Atualmente, os cupins e as larvas de um dos gêneros de besouros dermestídeos são os invertebrados que deixam as marcas mais parecidas com as encontradas pelo grupo da UFRGS. Eles alcançam as raspas de carne que sobram na superfície ou no interior do tecido ósseo, inacessíveis aos demais animais. As espécies atuais, no entanto, não têm o hábito de se infiltrar e agir debaixo da terra.
“Seria muito difícil desvendar quem eram exatamente esses insetos de mais de 200 milhões de anos, mas agora sabemos que esse comportamento subterrâneo acontecia e isso diz algo sobre interações ecológicas do ambiente no Triássico”, explica Cunha. Uma variedade de espécies de vertebrados, invertebrados, bactérias e fungos atua na decomposição de vertebrados, ação essencial para a ciclagem de nutrientes em um ecossistema natural. Detectar o processo em um momento antigo da história evolutiva revela parte do papel dos artrópodes na ecologia do ambiente.
Essa tentativa de reconstrução ambiental do passado, por meio de pistas deixadas pela ação dos organismos, faz Paes Neto comparar a icnologia “a uma espécie de CSI”, referindo-se à série norte-americana de investigação policial em que peritos criminais se baseiam em evidências deixadas por larvas no cadáver para decifrar o ocorrido. O trabalho de Cunha se valeu da ciência forense, assim como em registros de insetos fossilizados.

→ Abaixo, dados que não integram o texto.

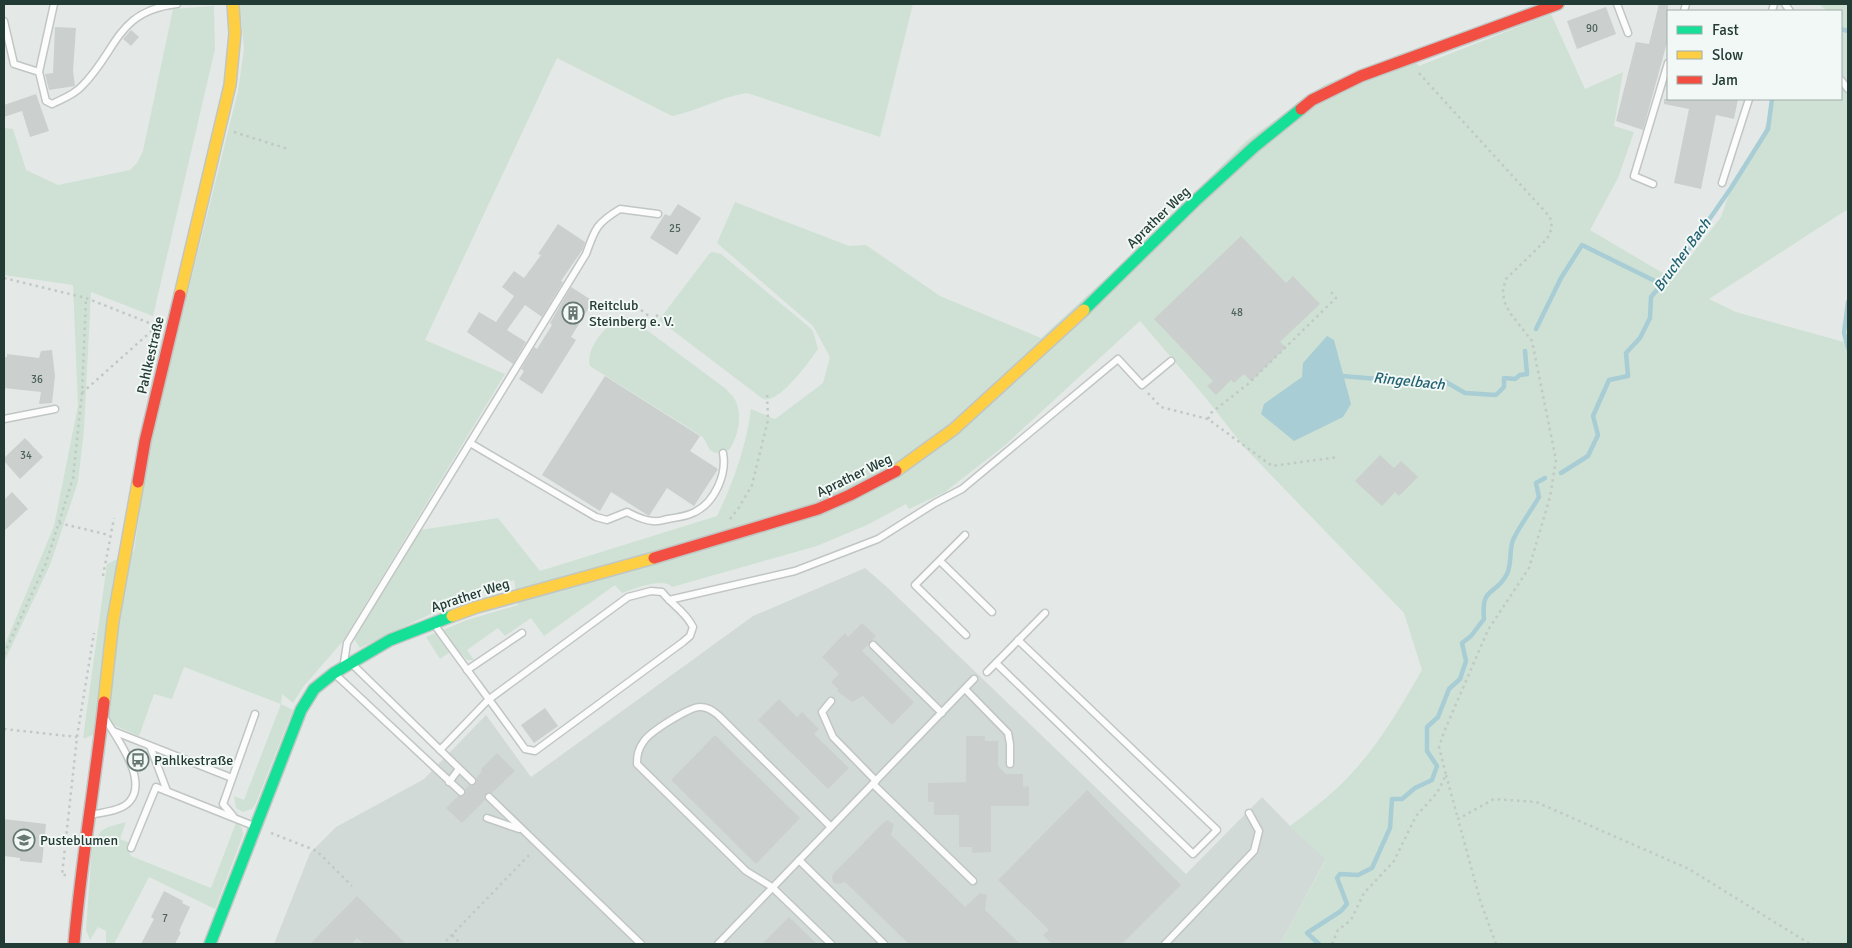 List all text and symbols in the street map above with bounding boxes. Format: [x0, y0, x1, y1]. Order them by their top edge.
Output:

A paleontóloga Marina Bento Soares, especialista em vertebrados fósseis no MN-UFRJ, ressalta o boom do surgimento e da diversificação de formas de vida do Triássico e lembra que o período culminou em uma série de extinções na fauna, concomitantes com mudanças drásticas no clima. “Estamos vivendo agora um período de intensos eventos climáticos e, apesar de os atuais serem agravados pela ação humana, o conhecimento sobre o que se passou com os organismos durante alterações aceleradas no clima, como no Triássico, pode ajudar a inferir tendências futuras”, afirma.
Muito antes de o Rio Grande do Sul ter sido assolado pela água neste ano, a região já foi uma planície inundável. Durante o Triássico (até 250 milhões de anos atrás), toda a área onde é o estado hoje estava unida aos demais territórios do continente único da Pangeia. O ambiente era árido e seco no começo do período, mas foi mudando drasticamente até se tornar uma planície repleta de rios e lagos que receberam chuvas constantes por milênios seguidos. Na transição de clima, muitas espécies foram extintas e outras, mais adaptadas à umidade, prevaleceram.

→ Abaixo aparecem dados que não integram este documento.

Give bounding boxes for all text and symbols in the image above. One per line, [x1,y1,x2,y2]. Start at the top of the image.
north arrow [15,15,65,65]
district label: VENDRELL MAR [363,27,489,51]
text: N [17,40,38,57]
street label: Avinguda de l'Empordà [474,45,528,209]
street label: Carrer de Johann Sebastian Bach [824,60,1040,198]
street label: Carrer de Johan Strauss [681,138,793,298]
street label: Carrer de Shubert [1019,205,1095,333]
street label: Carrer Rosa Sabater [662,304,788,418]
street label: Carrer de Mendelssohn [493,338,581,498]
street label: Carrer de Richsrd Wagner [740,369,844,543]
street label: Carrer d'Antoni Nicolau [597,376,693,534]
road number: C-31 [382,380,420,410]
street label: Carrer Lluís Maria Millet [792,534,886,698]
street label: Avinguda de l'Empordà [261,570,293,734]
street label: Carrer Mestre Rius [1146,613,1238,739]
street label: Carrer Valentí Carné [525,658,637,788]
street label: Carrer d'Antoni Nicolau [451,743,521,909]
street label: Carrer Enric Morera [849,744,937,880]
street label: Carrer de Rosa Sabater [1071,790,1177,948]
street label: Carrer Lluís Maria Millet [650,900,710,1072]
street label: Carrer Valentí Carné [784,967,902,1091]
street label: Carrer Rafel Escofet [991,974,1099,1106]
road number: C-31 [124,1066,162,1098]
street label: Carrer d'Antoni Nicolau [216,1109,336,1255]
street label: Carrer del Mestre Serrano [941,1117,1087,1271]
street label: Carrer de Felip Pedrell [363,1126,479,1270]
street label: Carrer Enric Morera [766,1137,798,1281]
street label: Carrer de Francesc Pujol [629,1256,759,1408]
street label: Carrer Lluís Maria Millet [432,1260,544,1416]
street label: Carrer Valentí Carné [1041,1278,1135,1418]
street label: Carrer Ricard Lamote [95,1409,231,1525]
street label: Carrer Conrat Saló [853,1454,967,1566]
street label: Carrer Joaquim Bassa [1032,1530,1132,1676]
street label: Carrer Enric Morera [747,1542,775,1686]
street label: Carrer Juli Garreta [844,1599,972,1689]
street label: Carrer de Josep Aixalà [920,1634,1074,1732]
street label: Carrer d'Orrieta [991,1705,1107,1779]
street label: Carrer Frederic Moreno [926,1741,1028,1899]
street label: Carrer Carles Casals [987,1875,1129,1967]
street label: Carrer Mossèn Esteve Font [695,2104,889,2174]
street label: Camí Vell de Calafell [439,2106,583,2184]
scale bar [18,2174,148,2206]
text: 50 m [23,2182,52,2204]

Com as chuvas abundantes, os rios extravasavam de tempos em tempos e alagavam a planície. Lama e minerais cobriam o que estivesse pela frente, inclusive carcaças de animais mortos. A sequência de alagamentos do Triássico superior ajudou na sedimentação episódica em restos expostos de muitas espécies e contribuiu para o atual estado sulino ser uma das regiões mais ricas em registros fósseis no mundo.
Nos milhões de anos que separam o momento em que o rincossauro foi encoberto pelos alagamentos constantes e o presente, continentes se formaram, placas tectônicas se moveram, planícies sumiram e reapareceram, grupos inteiros da fauna foram extintos e sucedidos por outras espécies.
A reportagem acima foi publicada com o título “Nos rastros do passado” na edição impressa nº 340, de junho de 2024.
Artigo científico
CUNHA, L. S. et al. New bioerosion traces in rhynchosaur bones from the Upper Triassic of Brazil and the oldest occurrence of the ichnogenera Osteocallis and Amphifaoichnus. Acta Palaeontologica Polonica. v. 69, n. 1, p. 1-21. 30 jan. 2024.